足りないのは「戦術」か?


●副題:J1第25節清水vs.福岡分析


 4日がガーナ戦だろうが、弊ブログではJリーグの試合分析をいつも通り淡々と行っていきます。日本サッカーは代表中心に動いてるわけじゃあございあせん。例えスケジュールがそうであっても、日本サッカーを支えているのは代表だけじゃないのでね。


 ところで、まずは余談から。これは主にオシムの選考に疑問を呈しておられる「サッカーコラム トータルフットボール」さん向けのネタ。ここまで4試合すべてに帯同した小林大悟が今回選考漏れしている訳だが、これは日程を見ると納得できた。というのは、6日には京都vs大宮というカードが予定されている。他のJ1がすべて土曜日開催なのに、このカードだけが金曜日開催。4日のガーナ戦から、中1日の計算である。


 この状況で招集すれば、さすがにチームに迷惑を掛けてしまうだろう。記者会見では、この質問が出なかったみたいだが(まあ、小林大悟は代表で1試合しか出場していないし、京都の選手はまだ招集を受けていないから、仕方のないことではあるが)。

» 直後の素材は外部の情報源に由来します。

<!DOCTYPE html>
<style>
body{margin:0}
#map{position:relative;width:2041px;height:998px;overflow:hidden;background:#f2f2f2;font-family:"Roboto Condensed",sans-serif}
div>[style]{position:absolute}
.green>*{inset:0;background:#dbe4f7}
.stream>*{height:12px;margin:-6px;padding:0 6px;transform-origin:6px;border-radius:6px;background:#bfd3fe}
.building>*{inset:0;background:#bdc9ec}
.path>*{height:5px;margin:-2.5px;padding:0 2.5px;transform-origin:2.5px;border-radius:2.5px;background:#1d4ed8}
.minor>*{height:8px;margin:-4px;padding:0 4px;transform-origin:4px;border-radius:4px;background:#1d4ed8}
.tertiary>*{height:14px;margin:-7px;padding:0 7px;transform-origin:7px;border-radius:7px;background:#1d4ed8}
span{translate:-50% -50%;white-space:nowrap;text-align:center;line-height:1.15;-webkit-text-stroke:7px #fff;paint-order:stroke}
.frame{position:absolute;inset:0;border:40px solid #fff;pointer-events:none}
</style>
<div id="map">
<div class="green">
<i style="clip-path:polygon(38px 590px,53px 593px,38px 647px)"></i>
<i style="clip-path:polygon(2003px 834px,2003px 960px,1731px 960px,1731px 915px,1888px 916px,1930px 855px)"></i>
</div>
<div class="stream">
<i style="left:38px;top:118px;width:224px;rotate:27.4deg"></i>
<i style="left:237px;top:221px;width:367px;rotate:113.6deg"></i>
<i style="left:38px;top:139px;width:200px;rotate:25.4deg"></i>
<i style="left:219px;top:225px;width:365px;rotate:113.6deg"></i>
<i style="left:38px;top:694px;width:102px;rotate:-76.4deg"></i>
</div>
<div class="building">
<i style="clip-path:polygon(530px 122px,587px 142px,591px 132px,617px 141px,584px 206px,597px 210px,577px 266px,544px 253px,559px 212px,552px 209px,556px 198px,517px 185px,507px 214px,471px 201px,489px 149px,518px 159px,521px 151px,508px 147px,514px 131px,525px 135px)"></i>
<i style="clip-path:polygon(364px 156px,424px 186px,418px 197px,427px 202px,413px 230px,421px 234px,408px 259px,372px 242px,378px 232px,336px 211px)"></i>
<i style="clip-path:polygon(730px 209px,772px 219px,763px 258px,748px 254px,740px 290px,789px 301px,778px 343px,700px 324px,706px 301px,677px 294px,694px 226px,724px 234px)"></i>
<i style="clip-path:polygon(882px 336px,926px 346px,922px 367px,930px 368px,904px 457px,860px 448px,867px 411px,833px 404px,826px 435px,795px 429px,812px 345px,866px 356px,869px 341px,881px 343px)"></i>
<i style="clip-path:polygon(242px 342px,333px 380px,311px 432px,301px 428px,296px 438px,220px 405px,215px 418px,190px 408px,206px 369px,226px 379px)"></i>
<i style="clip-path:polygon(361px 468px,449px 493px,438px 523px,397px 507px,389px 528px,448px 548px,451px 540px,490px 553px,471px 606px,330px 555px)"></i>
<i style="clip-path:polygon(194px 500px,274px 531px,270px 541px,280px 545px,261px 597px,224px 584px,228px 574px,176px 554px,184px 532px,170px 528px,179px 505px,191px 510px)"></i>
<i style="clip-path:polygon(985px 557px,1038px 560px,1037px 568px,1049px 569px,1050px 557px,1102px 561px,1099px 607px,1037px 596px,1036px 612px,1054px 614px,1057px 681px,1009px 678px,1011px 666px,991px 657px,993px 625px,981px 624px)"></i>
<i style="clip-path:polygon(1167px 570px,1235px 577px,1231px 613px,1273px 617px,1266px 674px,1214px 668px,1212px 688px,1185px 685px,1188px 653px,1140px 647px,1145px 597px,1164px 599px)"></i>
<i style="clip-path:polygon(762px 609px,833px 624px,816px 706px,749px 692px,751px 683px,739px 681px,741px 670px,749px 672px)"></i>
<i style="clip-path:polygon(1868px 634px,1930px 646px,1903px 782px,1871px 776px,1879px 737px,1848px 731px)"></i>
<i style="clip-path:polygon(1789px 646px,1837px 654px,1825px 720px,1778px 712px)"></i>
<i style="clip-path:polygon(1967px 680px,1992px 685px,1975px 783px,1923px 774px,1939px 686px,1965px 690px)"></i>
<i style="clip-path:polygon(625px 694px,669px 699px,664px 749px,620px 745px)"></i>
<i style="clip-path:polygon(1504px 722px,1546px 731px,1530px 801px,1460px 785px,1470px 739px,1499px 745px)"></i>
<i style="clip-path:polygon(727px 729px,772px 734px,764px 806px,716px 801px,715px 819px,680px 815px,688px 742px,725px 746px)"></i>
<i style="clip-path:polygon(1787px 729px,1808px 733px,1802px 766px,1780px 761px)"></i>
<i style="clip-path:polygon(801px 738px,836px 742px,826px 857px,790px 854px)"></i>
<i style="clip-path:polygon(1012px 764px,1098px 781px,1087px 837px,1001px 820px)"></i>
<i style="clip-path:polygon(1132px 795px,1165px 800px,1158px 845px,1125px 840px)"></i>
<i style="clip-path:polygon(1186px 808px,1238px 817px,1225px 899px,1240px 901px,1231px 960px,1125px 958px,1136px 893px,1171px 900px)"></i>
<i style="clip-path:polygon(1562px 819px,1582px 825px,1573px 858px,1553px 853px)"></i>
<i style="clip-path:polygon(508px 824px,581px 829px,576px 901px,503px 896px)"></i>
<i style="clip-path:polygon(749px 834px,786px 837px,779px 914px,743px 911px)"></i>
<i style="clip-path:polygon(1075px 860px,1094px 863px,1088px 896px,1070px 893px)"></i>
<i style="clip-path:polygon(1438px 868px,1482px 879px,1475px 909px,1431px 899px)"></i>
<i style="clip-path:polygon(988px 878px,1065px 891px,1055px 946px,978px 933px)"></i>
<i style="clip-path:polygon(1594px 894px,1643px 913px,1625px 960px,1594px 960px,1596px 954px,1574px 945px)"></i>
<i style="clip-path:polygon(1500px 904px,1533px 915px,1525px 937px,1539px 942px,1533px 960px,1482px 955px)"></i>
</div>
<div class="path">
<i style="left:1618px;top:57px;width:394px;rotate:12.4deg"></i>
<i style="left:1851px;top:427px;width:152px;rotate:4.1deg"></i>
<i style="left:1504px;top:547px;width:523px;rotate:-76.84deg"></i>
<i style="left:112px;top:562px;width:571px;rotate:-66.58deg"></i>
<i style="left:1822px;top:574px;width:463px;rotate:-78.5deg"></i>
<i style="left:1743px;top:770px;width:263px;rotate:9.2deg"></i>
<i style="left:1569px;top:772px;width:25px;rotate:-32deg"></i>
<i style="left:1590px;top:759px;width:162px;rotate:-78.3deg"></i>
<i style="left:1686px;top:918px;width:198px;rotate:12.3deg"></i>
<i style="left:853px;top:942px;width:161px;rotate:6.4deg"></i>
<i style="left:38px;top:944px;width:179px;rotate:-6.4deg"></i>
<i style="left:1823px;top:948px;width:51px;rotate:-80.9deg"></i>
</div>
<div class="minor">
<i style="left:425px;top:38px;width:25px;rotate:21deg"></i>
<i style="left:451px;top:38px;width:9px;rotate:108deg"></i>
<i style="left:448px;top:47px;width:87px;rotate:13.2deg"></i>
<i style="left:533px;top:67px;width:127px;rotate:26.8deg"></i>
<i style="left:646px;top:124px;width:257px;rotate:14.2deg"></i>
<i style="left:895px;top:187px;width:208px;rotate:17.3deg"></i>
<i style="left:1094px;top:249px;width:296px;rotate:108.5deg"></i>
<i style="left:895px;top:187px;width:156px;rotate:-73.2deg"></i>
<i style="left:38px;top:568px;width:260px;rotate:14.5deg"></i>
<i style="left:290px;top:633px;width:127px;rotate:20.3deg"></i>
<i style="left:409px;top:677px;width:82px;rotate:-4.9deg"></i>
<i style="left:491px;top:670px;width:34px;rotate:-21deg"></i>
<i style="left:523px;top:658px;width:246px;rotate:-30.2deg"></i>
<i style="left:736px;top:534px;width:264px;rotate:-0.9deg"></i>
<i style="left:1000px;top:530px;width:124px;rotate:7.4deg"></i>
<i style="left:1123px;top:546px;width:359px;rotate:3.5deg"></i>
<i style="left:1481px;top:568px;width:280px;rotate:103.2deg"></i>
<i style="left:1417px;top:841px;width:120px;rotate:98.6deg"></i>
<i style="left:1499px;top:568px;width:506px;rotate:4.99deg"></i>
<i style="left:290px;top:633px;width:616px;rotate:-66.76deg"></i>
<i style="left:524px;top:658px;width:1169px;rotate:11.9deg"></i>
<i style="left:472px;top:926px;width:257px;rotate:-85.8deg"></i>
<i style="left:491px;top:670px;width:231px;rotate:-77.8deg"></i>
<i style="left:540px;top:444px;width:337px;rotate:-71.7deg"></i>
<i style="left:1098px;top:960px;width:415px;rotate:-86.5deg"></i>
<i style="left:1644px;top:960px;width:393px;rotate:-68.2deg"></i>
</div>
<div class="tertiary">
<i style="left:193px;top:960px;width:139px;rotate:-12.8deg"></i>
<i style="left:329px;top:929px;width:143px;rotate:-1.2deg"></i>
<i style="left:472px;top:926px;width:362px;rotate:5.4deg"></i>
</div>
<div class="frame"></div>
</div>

 ちなみに、なぜこのカードだけが平日開催なのか西京極総合運動公園陸上競技場兼球技場に問い合わせてみたところ、「7日には陸上のイベントが入っている」とのこと。京都と大宮の選手が招集されていないのは、実はこういうところに理由があったりするのかもしれない。


●両翼欠く清水の戦略とは


 ところで、ここで表題の試合レポートを挿入する。なぜこの試合レポートを書こうと思ったのか。それは、藤本淳吾兵働昭弘という両翼を失った清水が、どのような戦略で福岡を圧倒したのか非常に興味があったからだ。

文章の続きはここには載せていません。